**WORK ORDER:** Work through the data and say how many lines contain "querySelector". The number alone is the answer.

### SOURCE INFORMATION

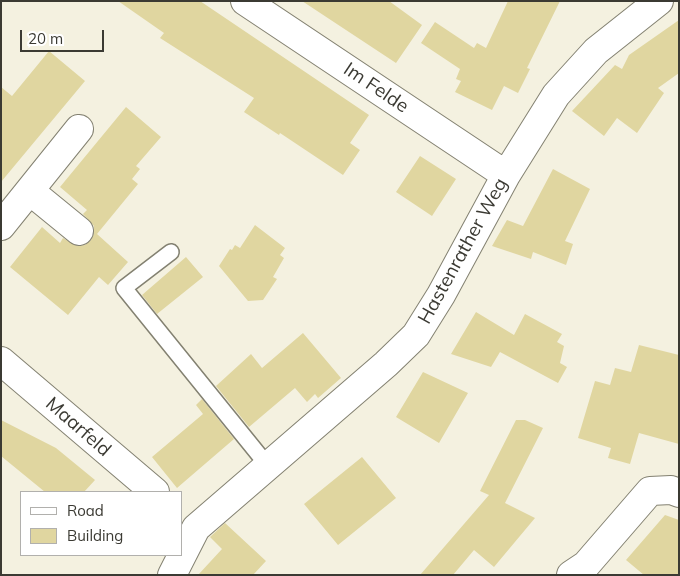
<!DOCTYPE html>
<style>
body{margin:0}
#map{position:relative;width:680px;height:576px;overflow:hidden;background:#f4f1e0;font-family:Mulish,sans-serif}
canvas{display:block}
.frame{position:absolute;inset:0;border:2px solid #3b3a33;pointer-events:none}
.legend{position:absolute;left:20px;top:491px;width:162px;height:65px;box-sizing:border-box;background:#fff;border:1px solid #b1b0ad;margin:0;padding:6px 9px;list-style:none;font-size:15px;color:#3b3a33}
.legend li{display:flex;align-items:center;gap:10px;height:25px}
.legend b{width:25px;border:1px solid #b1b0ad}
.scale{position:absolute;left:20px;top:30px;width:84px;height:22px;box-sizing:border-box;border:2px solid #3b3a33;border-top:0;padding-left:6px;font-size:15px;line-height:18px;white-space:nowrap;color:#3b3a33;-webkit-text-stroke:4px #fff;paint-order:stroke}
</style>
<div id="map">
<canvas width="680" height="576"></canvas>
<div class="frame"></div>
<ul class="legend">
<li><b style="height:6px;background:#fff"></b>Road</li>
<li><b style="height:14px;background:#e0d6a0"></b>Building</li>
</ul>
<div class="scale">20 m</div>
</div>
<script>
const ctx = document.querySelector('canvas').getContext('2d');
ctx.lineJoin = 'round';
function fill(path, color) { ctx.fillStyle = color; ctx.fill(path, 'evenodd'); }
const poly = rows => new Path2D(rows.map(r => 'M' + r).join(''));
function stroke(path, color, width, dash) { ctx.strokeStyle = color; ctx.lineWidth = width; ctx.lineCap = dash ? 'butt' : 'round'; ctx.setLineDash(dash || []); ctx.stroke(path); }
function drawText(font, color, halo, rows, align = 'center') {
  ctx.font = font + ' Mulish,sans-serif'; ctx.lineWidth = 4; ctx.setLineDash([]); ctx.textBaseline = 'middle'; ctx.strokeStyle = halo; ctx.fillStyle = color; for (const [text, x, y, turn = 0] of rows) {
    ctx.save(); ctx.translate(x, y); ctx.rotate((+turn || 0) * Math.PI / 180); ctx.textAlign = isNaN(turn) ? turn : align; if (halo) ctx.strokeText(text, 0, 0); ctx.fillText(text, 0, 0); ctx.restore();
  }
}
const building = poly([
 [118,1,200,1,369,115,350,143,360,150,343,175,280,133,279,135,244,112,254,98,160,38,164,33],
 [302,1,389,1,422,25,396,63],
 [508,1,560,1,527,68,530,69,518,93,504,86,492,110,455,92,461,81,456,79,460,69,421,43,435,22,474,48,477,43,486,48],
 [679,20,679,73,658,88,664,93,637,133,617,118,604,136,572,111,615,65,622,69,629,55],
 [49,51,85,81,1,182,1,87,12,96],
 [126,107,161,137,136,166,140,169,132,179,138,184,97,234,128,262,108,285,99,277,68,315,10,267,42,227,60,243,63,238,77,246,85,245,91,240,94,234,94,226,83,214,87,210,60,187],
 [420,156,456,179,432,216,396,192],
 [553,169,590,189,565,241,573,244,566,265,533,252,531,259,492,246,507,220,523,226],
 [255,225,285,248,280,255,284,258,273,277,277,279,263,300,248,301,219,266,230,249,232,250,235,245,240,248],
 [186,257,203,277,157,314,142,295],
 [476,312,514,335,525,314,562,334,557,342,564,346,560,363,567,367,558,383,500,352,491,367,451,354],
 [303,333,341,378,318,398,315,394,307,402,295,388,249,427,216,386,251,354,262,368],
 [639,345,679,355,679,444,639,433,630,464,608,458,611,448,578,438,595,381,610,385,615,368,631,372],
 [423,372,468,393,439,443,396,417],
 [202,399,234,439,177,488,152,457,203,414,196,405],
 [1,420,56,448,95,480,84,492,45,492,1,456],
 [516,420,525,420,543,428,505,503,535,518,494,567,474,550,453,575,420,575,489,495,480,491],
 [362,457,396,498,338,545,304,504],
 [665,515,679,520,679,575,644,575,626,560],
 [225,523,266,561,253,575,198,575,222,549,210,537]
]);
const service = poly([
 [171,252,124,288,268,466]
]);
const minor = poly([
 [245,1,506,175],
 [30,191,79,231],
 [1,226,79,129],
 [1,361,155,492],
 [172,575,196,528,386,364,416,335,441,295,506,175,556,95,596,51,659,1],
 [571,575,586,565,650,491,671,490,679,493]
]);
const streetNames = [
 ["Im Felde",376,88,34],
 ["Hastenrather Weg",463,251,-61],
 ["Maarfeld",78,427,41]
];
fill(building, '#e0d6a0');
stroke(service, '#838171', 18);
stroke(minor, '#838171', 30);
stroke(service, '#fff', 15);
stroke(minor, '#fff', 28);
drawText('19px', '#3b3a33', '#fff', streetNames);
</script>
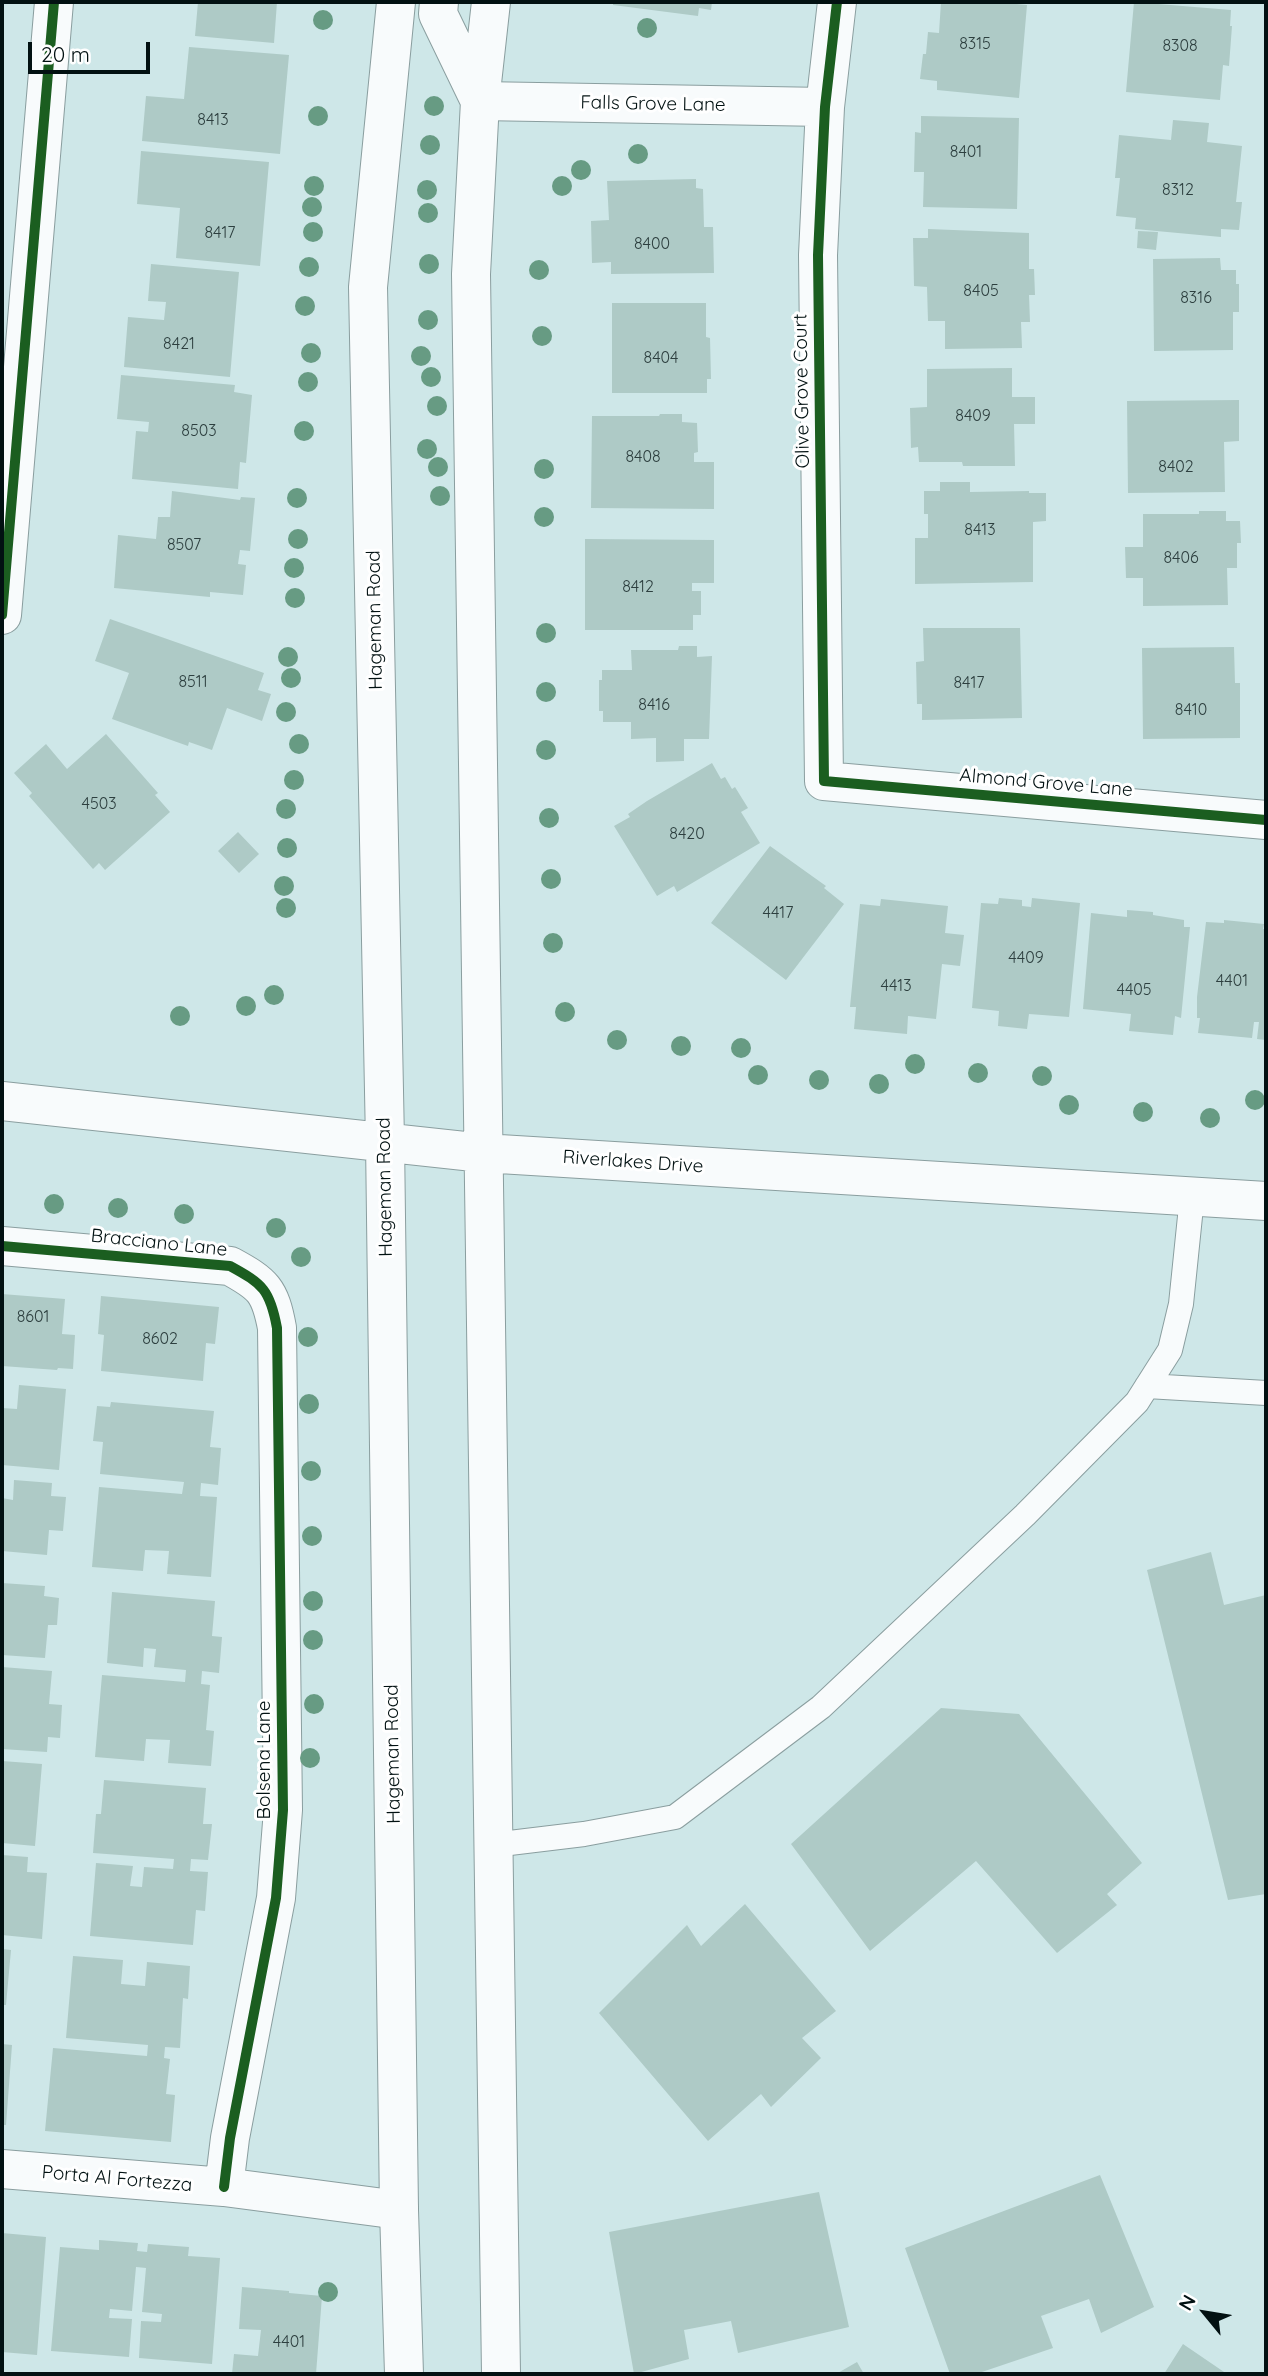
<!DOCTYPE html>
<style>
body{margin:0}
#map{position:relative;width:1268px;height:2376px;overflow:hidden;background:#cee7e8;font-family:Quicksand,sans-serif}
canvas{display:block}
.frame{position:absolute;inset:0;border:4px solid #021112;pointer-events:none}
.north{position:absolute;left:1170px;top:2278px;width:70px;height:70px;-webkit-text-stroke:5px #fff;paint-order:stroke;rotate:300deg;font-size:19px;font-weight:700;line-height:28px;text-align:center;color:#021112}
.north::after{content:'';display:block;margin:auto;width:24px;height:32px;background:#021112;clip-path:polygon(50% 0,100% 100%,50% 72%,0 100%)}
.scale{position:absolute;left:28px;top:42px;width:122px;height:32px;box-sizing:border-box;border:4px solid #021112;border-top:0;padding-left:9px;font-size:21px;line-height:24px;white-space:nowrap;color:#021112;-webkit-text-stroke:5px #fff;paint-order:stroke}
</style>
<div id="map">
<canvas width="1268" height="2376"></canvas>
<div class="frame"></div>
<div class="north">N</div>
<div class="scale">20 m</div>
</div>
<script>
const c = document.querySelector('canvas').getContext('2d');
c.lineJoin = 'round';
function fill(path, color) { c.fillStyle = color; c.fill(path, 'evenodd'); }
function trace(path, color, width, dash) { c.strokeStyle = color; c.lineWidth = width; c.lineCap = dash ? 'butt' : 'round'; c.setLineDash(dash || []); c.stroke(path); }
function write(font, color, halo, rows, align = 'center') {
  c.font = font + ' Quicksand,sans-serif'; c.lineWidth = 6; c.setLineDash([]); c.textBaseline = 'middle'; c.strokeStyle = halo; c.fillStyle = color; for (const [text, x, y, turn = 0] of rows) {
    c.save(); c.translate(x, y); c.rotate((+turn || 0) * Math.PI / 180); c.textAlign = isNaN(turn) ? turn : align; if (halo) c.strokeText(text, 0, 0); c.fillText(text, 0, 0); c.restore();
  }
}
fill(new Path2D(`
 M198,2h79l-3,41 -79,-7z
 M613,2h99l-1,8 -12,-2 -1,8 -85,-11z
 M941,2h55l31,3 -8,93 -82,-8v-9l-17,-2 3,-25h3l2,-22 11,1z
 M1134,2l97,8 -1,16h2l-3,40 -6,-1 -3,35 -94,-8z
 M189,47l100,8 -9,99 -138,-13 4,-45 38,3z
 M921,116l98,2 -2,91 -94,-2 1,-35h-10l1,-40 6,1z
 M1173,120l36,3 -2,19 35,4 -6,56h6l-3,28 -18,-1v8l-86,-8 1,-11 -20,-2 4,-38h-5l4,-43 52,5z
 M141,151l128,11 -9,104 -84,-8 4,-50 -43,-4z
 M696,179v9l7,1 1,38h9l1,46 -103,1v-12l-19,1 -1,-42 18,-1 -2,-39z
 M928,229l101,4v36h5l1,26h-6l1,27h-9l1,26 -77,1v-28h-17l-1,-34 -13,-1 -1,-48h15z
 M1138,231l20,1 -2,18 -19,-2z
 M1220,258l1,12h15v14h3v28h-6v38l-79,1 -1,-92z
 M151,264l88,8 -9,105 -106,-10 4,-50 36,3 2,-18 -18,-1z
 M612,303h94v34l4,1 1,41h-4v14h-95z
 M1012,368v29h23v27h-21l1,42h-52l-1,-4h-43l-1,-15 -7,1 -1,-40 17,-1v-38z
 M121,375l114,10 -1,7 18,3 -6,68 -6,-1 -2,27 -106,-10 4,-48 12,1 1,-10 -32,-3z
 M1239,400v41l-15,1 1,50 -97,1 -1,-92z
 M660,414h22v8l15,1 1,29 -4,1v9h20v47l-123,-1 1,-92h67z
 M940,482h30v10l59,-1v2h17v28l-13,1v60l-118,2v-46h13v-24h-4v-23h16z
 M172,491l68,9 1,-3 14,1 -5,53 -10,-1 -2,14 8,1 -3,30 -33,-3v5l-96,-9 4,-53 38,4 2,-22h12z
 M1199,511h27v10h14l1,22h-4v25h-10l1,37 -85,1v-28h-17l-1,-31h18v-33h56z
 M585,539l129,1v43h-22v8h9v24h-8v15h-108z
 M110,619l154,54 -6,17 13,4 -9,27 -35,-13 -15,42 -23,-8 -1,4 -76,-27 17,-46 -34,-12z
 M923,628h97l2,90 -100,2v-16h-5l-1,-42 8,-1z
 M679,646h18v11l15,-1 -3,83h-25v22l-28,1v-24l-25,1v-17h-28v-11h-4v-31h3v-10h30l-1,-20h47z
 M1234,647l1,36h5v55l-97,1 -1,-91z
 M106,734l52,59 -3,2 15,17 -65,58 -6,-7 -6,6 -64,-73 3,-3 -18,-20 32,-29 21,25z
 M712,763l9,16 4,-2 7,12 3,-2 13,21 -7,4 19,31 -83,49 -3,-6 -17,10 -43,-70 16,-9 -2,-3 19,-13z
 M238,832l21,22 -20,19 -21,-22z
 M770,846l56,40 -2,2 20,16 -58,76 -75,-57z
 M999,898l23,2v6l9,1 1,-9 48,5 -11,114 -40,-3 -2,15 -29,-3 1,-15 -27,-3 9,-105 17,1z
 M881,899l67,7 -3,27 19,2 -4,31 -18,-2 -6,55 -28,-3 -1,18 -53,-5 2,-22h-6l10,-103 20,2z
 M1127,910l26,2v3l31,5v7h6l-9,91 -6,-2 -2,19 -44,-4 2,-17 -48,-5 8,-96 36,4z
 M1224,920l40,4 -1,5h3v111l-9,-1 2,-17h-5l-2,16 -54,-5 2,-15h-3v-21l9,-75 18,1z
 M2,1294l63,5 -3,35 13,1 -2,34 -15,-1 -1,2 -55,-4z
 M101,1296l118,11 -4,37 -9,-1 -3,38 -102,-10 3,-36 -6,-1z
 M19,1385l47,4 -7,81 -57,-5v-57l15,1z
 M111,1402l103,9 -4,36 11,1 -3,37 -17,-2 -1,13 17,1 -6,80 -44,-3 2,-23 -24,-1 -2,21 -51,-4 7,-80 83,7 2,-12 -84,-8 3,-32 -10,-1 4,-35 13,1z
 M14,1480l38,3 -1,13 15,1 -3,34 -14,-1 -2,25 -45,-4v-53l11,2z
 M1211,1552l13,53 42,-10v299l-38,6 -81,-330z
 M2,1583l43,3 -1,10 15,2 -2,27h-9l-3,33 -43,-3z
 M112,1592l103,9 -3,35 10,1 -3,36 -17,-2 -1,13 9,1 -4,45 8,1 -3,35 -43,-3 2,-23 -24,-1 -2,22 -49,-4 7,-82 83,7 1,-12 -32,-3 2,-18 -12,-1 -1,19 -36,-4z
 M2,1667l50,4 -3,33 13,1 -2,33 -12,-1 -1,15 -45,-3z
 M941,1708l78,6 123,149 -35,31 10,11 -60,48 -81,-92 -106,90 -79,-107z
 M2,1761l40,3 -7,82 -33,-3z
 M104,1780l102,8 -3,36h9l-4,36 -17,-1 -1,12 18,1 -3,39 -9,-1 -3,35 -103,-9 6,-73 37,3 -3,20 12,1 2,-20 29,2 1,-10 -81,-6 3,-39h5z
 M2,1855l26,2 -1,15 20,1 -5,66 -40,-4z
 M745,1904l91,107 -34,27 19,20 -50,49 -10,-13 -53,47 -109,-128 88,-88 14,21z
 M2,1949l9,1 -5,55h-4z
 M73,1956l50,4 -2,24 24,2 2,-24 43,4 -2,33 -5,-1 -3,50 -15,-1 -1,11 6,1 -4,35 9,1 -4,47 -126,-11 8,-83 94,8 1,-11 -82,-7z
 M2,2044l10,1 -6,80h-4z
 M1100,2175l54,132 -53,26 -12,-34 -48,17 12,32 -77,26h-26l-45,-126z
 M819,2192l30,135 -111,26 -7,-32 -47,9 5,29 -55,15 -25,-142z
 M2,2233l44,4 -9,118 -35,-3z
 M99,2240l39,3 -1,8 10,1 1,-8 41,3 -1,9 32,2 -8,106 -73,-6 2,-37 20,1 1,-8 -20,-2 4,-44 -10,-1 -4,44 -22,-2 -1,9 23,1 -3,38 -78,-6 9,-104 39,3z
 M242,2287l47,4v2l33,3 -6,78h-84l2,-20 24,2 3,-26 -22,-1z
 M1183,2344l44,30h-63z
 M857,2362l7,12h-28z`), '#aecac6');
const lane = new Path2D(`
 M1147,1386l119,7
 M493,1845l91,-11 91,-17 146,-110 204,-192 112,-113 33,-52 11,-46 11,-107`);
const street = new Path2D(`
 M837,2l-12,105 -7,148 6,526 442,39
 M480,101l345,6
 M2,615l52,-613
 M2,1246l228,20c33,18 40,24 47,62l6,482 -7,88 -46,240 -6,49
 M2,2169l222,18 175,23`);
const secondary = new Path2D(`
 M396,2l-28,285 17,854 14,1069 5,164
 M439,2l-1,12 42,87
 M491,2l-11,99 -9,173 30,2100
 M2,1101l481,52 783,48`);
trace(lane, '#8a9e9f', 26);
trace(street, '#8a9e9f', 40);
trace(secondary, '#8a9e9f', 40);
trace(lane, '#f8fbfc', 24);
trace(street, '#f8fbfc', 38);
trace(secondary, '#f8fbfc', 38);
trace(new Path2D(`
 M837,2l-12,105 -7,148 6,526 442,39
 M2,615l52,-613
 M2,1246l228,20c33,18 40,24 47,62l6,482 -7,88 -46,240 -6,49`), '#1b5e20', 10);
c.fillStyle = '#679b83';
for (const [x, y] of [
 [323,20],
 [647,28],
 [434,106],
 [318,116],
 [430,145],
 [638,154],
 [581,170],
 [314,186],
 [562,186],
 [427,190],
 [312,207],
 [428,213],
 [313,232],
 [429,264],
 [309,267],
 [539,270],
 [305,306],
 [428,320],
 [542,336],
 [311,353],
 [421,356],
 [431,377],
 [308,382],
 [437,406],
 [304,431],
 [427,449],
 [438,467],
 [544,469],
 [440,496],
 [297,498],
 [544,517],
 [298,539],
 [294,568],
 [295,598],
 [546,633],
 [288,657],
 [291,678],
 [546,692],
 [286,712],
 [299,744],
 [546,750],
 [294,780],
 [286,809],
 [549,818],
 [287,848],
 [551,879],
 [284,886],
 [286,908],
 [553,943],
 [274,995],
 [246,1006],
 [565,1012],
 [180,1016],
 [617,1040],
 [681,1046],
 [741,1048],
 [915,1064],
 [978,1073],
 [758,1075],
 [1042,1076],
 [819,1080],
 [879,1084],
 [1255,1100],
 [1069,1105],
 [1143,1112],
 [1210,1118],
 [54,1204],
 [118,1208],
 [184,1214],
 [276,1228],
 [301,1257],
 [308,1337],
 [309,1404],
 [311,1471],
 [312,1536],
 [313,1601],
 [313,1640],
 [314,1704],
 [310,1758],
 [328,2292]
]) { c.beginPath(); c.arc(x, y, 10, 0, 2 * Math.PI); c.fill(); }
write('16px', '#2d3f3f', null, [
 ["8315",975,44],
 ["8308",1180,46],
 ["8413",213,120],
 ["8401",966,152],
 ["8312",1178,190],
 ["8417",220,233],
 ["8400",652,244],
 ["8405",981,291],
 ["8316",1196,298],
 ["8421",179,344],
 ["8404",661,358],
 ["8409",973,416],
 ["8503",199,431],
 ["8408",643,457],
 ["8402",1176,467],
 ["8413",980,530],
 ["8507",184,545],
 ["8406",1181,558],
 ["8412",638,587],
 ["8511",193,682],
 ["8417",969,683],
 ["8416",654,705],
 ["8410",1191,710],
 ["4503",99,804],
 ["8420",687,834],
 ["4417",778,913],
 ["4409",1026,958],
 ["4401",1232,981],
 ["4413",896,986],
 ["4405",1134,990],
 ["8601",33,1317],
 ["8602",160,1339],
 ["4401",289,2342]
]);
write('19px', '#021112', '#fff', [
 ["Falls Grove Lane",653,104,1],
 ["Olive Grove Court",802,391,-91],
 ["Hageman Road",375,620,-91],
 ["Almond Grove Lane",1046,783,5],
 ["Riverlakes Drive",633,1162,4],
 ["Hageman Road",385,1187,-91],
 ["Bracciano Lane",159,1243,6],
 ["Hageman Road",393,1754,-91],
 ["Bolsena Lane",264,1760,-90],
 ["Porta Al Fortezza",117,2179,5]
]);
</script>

######

**RESPONSE BELOW:** 2